**GOAL OF THE EXERCISE:** Scan the material and copy every line in which "route" appears.

START SUPPLIED ENTRIES

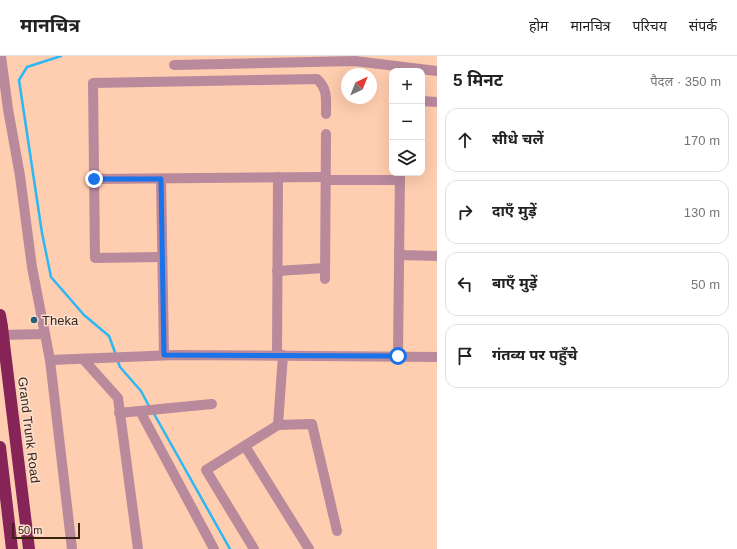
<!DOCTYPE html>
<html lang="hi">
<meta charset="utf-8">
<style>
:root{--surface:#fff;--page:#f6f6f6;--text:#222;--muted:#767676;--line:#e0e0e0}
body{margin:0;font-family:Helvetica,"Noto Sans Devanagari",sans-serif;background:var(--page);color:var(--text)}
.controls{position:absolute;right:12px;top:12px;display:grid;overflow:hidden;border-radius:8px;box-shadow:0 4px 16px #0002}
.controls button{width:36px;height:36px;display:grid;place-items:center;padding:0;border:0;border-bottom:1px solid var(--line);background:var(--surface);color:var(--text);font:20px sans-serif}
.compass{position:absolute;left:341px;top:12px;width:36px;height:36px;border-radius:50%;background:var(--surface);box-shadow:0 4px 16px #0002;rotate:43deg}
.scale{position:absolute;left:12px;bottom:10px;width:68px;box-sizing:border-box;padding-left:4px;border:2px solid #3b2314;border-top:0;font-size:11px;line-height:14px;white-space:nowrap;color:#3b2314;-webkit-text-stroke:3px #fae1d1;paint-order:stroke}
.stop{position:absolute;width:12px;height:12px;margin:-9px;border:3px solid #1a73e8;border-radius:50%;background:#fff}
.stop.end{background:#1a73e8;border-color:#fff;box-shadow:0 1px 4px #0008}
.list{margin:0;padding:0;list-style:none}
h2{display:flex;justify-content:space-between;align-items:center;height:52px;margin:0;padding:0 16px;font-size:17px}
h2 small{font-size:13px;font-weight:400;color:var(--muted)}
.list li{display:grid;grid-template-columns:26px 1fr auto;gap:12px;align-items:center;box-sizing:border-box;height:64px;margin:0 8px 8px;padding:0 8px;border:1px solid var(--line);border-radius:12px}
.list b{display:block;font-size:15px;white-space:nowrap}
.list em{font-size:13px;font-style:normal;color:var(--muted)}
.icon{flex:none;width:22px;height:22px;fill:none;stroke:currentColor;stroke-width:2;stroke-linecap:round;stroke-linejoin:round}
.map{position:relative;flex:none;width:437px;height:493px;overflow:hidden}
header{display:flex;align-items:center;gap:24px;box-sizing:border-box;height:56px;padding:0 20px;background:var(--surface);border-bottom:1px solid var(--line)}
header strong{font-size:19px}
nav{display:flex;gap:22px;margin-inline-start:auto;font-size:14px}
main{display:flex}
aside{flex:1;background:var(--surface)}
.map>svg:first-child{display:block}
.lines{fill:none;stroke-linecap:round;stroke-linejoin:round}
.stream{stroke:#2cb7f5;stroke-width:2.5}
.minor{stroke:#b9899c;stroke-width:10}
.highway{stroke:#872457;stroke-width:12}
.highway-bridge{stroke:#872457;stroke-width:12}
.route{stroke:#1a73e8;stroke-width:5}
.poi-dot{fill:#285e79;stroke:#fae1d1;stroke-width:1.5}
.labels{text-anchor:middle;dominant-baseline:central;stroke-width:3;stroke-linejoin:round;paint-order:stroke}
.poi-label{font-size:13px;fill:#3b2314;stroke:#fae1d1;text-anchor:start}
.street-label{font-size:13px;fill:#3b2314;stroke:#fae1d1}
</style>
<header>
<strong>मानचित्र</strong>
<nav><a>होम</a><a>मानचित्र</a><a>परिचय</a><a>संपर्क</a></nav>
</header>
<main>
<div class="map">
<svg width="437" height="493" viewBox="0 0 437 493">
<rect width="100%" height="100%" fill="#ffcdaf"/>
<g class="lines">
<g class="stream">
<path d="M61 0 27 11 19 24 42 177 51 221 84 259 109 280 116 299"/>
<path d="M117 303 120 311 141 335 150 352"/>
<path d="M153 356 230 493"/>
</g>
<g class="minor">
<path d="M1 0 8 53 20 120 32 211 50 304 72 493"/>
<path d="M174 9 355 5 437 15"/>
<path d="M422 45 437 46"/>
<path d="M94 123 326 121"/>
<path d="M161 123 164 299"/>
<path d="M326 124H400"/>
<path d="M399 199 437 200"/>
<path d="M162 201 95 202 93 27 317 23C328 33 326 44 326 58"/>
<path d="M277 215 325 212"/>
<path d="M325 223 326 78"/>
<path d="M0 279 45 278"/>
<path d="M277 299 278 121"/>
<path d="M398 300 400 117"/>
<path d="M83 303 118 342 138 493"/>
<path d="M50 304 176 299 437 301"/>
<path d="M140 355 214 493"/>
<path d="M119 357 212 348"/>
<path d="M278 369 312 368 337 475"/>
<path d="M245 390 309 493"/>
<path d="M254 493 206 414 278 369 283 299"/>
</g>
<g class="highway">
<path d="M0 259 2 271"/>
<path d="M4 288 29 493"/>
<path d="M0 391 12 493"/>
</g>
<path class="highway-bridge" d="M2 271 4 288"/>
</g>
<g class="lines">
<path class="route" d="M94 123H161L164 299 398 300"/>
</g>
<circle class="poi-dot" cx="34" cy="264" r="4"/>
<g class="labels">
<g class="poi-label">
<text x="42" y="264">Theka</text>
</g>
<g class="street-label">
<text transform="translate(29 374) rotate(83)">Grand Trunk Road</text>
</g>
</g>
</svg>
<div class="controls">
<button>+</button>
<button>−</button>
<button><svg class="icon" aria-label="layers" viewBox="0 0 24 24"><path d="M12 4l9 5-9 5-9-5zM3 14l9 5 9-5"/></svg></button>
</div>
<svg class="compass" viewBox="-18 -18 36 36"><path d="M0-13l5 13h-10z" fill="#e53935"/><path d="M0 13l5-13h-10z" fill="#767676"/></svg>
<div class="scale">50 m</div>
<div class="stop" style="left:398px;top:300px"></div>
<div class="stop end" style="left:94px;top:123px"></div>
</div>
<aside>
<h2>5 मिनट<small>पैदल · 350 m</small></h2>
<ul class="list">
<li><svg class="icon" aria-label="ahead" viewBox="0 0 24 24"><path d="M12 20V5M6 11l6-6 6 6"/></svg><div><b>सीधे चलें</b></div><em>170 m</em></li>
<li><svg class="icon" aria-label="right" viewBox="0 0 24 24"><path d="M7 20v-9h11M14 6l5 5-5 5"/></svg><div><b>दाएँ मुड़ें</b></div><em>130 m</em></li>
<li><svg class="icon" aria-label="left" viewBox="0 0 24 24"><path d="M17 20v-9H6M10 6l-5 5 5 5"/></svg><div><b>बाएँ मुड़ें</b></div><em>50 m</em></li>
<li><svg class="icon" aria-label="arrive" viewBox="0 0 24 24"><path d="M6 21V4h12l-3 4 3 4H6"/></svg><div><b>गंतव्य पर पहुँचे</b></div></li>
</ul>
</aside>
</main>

END SUPPLIED ENTRIES
START SUPPLIED ENTRIES

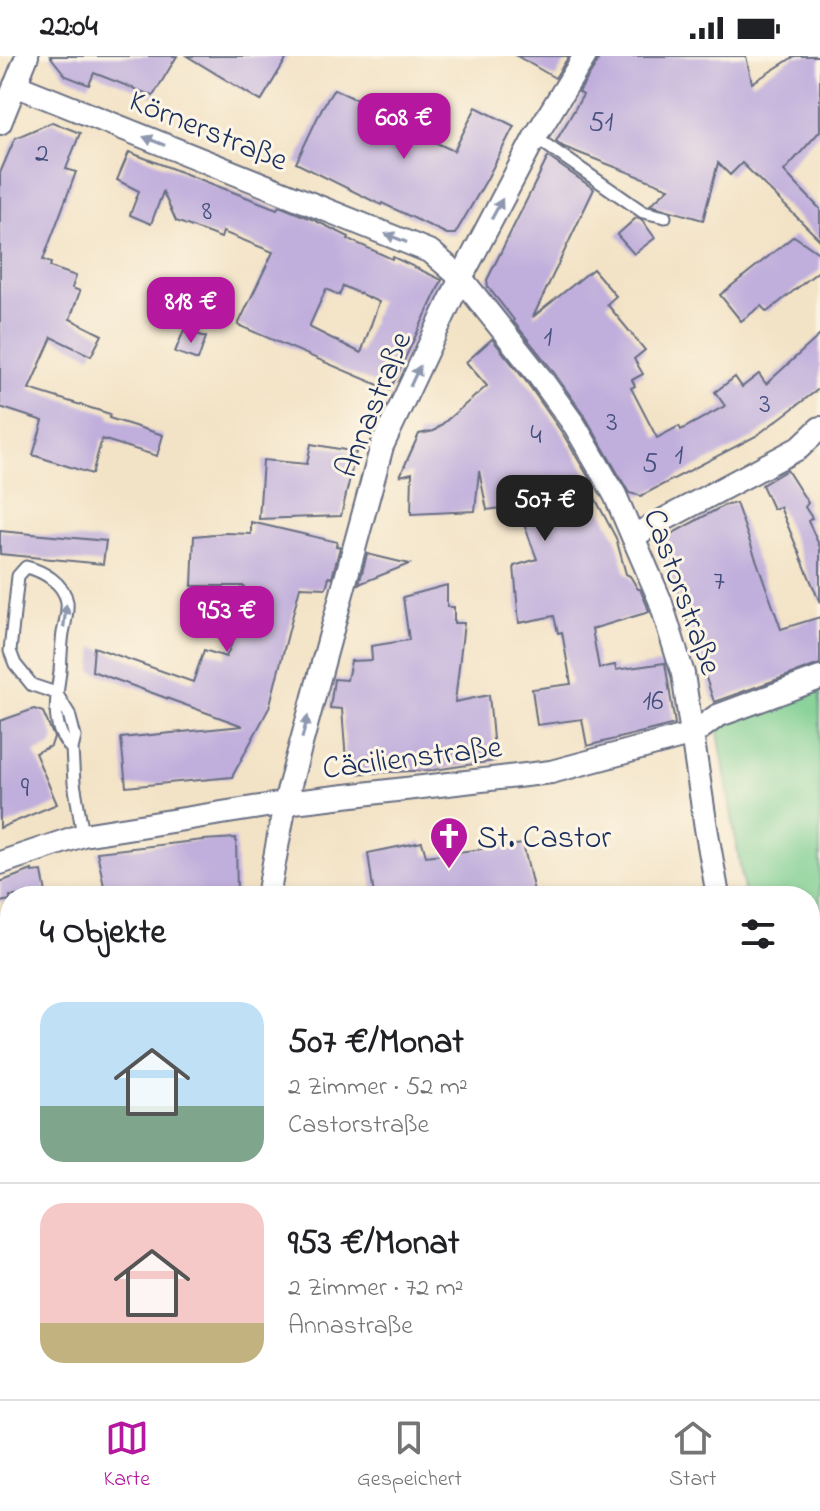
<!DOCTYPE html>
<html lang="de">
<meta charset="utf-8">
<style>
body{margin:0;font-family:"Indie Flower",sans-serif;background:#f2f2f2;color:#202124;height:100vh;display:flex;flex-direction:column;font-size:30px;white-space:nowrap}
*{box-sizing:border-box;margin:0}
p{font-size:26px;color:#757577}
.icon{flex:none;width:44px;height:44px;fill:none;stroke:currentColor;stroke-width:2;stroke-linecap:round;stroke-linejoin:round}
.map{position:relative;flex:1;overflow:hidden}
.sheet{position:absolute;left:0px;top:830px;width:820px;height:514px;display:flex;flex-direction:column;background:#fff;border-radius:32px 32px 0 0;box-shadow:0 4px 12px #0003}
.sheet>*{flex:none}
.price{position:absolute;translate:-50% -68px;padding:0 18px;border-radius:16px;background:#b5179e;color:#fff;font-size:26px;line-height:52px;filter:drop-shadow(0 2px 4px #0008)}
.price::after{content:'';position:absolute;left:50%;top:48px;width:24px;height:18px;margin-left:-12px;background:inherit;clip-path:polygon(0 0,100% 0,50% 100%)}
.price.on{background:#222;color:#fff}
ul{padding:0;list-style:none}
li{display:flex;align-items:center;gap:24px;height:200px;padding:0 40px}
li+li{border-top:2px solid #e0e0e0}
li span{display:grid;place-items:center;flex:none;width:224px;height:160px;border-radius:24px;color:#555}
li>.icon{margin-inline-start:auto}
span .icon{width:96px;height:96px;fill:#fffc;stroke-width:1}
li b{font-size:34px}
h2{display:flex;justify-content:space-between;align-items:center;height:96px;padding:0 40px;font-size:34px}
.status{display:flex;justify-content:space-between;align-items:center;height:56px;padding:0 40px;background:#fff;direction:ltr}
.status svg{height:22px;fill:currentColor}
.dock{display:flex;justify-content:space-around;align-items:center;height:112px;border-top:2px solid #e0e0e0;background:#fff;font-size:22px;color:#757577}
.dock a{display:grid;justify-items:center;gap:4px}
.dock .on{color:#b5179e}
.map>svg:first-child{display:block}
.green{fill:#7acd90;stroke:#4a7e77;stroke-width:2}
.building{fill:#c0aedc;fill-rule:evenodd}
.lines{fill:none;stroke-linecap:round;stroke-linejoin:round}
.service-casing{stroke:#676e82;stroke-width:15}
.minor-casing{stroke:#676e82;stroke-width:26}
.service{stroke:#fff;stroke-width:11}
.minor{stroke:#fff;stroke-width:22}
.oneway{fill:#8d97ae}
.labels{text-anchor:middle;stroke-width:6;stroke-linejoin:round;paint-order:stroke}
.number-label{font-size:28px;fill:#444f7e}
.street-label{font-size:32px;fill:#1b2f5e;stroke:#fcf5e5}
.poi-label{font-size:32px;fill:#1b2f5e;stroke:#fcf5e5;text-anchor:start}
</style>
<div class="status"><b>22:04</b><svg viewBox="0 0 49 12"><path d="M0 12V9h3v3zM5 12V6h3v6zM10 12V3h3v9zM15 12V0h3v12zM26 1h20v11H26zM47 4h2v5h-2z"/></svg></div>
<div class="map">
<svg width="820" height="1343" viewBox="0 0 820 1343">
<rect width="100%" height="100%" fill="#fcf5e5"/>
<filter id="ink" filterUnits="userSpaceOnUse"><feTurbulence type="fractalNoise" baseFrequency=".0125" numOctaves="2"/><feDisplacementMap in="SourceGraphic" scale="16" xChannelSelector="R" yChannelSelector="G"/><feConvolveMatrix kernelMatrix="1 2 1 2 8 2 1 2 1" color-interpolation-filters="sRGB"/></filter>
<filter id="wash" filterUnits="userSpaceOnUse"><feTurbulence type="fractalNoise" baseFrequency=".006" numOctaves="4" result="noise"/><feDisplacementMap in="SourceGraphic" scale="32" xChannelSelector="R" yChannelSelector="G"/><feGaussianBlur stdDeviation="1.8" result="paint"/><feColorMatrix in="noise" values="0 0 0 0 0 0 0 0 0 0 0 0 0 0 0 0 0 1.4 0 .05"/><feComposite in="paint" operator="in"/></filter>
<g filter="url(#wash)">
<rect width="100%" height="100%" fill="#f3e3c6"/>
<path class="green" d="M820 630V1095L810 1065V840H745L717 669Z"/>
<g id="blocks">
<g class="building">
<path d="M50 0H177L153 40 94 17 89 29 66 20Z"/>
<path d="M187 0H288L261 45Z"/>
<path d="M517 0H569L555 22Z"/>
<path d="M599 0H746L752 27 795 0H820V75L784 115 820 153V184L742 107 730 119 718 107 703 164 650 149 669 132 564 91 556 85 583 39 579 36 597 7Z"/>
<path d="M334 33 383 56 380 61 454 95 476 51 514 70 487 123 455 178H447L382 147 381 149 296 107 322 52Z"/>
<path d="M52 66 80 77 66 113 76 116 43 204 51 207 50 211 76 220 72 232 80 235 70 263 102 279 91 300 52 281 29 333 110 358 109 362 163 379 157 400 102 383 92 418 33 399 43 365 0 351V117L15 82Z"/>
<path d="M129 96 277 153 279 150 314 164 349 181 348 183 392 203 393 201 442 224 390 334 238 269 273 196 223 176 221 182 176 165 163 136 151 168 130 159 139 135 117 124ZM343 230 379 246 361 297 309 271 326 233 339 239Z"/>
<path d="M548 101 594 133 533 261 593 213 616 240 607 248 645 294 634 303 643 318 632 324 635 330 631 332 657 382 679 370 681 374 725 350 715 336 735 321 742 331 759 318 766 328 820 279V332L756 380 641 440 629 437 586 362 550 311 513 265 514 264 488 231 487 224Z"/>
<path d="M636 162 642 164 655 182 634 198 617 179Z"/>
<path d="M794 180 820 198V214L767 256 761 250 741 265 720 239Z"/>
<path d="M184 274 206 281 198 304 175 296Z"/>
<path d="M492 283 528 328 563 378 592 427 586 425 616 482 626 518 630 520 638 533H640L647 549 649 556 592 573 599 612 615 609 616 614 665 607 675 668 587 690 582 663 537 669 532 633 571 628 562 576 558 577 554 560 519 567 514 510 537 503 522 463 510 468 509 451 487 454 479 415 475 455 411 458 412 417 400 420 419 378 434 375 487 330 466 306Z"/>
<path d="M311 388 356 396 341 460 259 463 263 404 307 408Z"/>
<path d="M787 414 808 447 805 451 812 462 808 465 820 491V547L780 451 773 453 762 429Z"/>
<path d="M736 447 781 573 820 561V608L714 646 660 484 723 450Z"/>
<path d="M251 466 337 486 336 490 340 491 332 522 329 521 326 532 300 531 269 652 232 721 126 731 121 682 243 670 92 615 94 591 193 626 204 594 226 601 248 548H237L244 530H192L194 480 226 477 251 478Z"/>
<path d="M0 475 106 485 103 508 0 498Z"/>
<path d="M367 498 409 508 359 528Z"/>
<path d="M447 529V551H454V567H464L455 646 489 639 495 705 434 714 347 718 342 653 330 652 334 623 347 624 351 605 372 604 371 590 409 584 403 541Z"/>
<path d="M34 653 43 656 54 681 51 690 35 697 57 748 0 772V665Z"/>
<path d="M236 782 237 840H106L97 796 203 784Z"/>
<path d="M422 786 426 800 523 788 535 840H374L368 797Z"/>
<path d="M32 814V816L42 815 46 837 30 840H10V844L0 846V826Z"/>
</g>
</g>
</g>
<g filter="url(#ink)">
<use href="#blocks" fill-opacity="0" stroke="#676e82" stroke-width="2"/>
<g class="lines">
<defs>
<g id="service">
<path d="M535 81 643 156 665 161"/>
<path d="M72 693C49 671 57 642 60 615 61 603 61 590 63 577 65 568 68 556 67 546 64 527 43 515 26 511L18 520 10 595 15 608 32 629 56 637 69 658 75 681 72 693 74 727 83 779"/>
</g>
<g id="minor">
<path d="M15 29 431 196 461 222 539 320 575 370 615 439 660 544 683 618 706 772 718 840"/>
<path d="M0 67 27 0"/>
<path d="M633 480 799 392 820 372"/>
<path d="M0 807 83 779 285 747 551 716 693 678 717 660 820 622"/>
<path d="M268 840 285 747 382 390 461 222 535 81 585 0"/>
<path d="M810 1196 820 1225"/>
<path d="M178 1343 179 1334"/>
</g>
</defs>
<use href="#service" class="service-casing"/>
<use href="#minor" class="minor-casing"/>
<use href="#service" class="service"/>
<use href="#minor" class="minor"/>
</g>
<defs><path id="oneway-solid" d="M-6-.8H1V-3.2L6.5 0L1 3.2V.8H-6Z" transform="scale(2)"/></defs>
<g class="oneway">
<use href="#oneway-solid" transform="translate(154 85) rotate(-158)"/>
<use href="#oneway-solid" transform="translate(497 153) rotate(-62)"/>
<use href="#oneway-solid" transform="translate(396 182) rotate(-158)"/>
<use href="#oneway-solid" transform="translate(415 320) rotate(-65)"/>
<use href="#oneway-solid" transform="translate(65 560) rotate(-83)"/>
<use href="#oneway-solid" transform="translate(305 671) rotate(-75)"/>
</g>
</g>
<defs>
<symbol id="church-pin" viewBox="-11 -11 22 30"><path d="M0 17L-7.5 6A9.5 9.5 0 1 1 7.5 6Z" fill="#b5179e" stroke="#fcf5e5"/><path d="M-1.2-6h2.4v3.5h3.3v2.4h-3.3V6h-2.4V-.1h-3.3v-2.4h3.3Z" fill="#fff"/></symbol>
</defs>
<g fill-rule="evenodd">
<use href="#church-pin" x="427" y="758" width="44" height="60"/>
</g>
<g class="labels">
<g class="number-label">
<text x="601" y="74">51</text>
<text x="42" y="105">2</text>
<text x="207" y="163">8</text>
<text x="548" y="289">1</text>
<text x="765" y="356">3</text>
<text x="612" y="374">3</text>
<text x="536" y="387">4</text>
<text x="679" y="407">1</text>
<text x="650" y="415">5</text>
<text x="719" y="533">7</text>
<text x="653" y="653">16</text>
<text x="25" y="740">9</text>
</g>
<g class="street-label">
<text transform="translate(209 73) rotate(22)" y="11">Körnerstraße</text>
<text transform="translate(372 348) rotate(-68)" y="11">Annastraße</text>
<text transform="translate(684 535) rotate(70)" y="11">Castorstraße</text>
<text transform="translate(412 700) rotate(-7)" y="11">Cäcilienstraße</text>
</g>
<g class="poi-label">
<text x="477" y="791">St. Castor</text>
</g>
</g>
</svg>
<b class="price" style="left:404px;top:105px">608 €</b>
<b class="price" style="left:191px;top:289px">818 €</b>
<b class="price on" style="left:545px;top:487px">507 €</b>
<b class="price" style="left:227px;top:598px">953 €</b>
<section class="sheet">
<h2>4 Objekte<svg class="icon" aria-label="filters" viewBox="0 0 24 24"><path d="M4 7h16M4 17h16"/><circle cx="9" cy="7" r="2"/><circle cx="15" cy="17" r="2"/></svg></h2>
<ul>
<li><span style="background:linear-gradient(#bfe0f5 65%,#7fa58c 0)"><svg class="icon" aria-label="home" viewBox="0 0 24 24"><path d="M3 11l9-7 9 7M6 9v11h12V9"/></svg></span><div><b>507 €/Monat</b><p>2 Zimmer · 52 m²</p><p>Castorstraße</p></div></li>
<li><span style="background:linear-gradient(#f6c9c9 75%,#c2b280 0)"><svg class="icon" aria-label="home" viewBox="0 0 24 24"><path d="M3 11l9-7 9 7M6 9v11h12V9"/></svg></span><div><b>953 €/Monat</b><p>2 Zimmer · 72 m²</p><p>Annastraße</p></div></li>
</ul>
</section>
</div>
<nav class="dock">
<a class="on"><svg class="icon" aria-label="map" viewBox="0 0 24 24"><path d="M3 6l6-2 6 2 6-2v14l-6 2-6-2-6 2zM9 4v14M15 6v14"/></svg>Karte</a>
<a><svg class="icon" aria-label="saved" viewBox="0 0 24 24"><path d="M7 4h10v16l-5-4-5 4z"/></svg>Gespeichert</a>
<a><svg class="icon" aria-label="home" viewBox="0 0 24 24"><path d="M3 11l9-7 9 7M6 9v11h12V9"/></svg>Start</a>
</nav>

END SUPPLIED ENTRIES

**SOLUTION TO THIS TASK:**
.route{stroke:#1a73e8;stroke-width:5}
<path class="route" d="M94 123H161L164 299 398 300"/>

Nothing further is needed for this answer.